* [Excerpts from a dataset]

####################

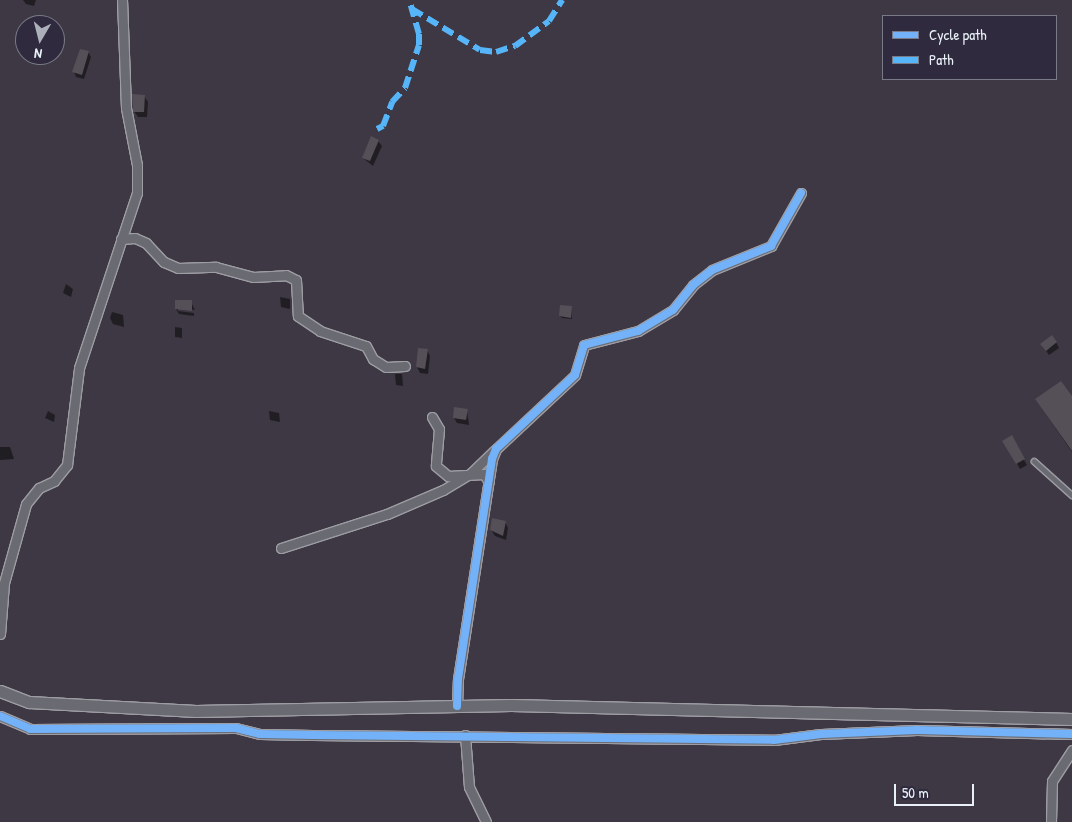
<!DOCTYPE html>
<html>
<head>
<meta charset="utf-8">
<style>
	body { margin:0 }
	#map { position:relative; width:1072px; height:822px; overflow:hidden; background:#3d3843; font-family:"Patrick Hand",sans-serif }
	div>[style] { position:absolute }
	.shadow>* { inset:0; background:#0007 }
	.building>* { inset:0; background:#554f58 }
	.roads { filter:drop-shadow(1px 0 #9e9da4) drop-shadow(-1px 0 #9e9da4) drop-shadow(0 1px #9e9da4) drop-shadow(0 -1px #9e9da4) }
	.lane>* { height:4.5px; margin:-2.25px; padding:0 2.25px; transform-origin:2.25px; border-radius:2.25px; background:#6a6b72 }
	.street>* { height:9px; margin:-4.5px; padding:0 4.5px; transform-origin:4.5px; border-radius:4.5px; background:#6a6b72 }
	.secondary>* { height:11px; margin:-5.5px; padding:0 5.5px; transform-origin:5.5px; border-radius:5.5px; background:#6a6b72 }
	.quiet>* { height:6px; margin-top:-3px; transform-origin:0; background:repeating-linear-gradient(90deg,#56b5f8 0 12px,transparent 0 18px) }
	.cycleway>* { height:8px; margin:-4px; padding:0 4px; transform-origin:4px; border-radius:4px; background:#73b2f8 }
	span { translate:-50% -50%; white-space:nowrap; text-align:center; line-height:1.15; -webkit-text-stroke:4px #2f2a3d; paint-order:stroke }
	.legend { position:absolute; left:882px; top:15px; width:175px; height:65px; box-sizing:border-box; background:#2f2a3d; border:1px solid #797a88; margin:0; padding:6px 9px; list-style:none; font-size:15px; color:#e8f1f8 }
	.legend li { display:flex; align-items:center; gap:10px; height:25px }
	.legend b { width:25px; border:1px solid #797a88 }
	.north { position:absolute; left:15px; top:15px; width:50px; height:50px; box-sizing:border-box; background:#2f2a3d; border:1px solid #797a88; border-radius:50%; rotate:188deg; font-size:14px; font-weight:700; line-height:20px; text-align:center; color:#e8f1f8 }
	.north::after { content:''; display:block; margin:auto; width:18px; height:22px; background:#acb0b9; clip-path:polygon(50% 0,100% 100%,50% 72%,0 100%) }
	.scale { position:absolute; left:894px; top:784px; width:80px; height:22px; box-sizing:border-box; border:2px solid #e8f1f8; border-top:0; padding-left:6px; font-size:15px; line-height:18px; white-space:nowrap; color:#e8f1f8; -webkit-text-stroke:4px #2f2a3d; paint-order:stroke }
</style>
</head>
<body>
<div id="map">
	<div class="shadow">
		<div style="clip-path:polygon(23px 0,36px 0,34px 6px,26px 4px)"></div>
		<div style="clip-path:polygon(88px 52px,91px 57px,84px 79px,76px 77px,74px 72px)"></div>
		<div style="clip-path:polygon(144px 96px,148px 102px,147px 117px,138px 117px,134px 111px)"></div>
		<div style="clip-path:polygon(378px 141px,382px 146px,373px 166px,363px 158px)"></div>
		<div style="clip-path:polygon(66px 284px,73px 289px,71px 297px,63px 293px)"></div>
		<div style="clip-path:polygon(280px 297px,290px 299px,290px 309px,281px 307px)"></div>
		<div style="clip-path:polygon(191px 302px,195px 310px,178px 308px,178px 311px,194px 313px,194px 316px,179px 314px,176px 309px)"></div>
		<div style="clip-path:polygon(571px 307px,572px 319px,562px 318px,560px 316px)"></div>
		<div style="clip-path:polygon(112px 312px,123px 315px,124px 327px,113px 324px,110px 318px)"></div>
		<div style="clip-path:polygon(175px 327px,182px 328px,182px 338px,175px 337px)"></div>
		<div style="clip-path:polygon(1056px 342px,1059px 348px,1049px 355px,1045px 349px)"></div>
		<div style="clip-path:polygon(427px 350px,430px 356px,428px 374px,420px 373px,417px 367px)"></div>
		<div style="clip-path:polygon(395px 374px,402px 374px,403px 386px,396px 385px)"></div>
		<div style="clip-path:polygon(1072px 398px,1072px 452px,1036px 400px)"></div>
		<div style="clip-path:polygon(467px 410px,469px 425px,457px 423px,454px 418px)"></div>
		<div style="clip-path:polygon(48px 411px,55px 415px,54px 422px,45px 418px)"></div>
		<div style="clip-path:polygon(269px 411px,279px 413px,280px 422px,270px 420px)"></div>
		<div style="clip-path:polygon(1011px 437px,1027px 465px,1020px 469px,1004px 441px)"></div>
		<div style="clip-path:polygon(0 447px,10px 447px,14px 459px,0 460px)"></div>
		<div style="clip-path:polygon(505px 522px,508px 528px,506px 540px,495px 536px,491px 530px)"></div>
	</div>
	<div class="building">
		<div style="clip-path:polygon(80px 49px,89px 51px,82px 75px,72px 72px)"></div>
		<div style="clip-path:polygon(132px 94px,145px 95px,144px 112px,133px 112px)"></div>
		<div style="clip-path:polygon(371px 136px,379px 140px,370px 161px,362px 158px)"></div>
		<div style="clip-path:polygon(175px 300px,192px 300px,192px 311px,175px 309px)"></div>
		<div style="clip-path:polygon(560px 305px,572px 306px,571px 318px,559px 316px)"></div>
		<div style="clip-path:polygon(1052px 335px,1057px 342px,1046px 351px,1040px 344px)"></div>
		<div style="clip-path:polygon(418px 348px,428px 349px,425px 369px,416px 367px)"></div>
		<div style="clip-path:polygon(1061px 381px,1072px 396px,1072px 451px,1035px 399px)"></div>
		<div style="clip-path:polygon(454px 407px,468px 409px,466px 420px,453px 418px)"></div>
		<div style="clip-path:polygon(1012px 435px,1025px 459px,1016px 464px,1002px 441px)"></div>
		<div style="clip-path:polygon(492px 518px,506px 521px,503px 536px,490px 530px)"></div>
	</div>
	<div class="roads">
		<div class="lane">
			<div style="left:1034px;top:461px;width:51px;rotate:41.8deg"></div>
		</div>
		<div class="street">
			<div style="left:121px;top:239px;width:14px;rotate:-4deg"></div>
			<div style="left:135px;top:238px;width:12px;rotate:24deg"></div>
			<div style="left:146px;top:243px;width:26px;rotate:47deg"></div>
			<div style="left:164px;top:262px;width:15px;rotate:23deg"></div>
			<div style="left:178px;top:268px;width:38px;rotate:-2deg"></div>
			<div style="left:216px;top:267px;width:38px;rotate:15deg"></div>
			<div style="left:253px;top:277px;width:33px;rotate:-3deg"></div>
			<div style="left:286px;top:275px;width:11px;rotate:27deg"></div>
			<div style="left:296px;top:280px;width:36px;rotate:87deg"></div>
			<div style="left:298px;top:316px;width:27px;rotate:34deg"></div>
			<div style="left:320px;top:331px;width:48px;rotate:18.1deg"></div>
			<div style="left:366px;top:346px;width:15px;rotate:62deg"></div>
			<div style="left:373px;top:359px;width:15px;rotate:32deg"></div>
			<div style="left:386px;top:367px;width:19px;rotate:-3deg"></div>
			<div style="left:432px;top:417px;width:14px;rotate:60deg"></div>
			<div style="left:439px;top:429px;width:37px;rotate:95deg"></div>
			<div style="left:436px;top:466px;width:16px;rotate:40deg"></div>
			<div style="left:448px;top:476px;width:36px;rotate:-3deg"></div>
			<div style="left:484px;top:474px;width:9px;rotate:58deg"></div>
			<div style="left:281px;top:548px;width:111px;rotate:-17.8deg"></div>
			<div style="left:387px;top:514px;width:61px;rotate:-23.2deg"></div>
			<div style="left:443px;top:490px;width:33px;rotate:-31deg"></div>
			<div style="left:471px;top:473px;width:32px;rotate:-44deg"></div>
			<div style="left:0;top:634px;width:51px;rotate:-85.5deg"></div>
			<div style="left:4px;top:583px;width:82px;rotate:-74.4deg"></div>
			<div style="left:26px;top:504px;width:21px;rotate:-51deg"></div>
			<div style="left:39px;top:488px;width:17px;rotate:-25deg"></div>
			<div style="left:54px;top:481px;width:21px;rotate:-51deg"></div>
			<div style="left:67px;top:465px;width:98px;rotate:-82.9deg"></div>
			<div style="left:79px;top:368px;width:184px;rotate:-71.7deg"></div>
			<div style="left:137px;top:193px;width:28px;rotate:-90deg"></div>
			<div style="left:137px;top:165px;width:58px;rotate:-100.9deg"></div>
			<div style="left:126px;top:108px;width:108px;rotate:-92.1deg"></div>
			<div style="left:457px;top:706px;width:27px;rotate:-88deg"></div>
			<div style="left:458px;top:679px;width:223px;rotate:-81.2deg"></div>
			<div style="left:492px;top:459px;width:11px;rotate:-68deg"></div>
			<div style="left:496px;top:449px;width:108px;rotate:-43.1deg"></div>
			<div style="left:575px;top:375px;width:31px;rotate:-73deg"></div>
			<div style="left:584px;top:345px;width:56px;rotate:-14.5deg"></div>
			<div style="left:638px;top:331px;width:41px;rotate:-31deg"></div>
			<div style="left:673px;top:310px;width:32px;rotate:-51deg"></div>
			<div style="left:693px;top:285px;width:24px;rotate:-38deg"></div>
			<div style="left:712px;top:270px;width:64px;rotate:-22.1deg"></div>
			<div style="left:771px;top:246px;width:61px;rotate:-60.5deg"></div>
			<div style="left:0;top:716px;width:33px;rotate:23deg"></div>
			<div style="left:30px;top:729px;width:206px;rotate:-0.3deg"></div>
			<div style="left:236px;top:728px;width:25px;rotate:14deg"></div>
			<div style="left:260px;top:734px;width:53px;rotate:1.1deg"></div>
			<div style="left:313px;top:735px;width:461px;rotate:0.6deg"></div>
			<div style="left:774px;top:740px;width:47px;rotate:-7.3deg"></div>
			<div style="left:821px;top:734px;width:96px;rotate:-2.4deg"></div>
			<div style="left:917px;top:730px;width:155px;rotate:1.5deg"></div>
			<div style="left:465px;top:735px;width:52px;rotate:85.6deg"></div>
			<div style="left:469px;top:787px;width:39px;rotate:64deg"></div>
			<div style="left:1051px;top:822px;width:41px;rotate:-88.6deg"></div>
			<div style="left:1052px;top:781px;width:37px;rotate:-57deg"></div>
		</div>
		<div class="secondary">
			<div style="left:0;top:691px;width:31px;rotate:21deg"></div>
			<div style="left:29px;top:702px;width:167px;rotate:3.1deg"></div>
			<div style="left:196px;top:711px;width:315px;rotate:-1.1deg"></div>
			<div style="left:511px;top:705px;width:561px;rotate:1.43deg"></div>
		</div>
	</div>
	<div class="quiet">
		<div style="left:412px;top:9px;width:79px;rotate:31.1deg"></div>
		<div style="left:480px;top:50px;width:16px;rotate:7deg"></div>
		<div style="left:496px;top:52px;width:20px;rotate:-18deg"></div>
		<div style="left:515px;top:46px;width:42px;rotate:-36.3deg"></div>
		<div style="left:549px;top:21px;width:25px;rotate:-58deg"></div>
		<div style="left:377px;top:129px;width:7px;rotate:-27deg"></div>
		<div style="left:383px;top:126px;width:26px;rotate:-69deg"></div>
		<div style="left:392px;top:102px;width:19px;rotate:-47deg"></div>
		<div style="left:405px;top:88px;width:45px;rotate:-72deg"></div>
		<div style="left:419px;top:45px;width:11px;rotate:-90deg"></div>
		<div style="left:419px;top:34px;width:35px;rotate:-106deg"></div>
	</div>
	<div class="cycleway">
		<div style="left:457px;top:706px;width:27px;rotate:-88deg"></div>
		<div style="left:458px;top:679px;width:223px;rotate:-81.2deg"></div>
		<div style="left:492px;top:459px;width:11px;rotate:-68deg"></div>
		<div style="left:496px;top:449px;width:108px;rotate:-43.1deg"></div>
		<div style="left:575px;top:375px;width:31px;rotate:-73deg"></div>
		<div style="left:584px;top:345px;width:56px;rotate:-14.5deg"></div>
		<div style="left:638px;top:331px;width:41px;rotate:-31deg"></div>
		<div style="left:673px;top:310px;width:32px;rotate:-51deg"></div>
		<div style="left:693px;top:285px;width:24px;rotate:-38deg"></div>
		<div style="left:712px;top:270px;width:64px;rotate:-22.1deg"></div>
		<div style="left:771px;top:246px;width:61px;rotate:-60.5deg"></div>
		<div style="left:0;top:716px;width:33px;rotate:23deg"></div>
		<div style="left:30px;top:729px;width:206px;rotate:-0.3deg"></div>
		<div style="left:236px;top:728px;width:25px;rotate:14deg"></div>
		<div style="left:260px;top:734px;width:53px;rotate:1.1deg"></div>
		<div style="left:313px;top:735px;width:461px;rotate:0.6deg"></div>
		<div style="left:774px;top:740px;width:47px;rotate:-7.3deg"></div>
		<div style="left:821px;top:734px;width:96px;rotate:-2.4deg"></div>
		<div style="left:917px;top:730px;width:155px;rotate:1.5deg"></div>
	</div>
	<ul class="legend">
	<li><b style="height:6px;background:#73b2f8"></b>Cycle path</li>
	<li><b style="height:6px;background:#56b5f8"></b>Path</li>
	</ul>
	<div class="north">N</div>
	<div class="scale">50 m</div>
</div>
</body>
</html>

####################

* [HOW TO COMPLETE THIS TASK]
Among the lines above, list those that contain the word "lane".

* [RESULT FOR THIS TASK]
	.lane>* { height:4.5px; margin:-2.25px; padding:0 2.25px; transform-origin:2.25px; border-radius:2.25px; background:#6a6b72 }
		<div class="lane">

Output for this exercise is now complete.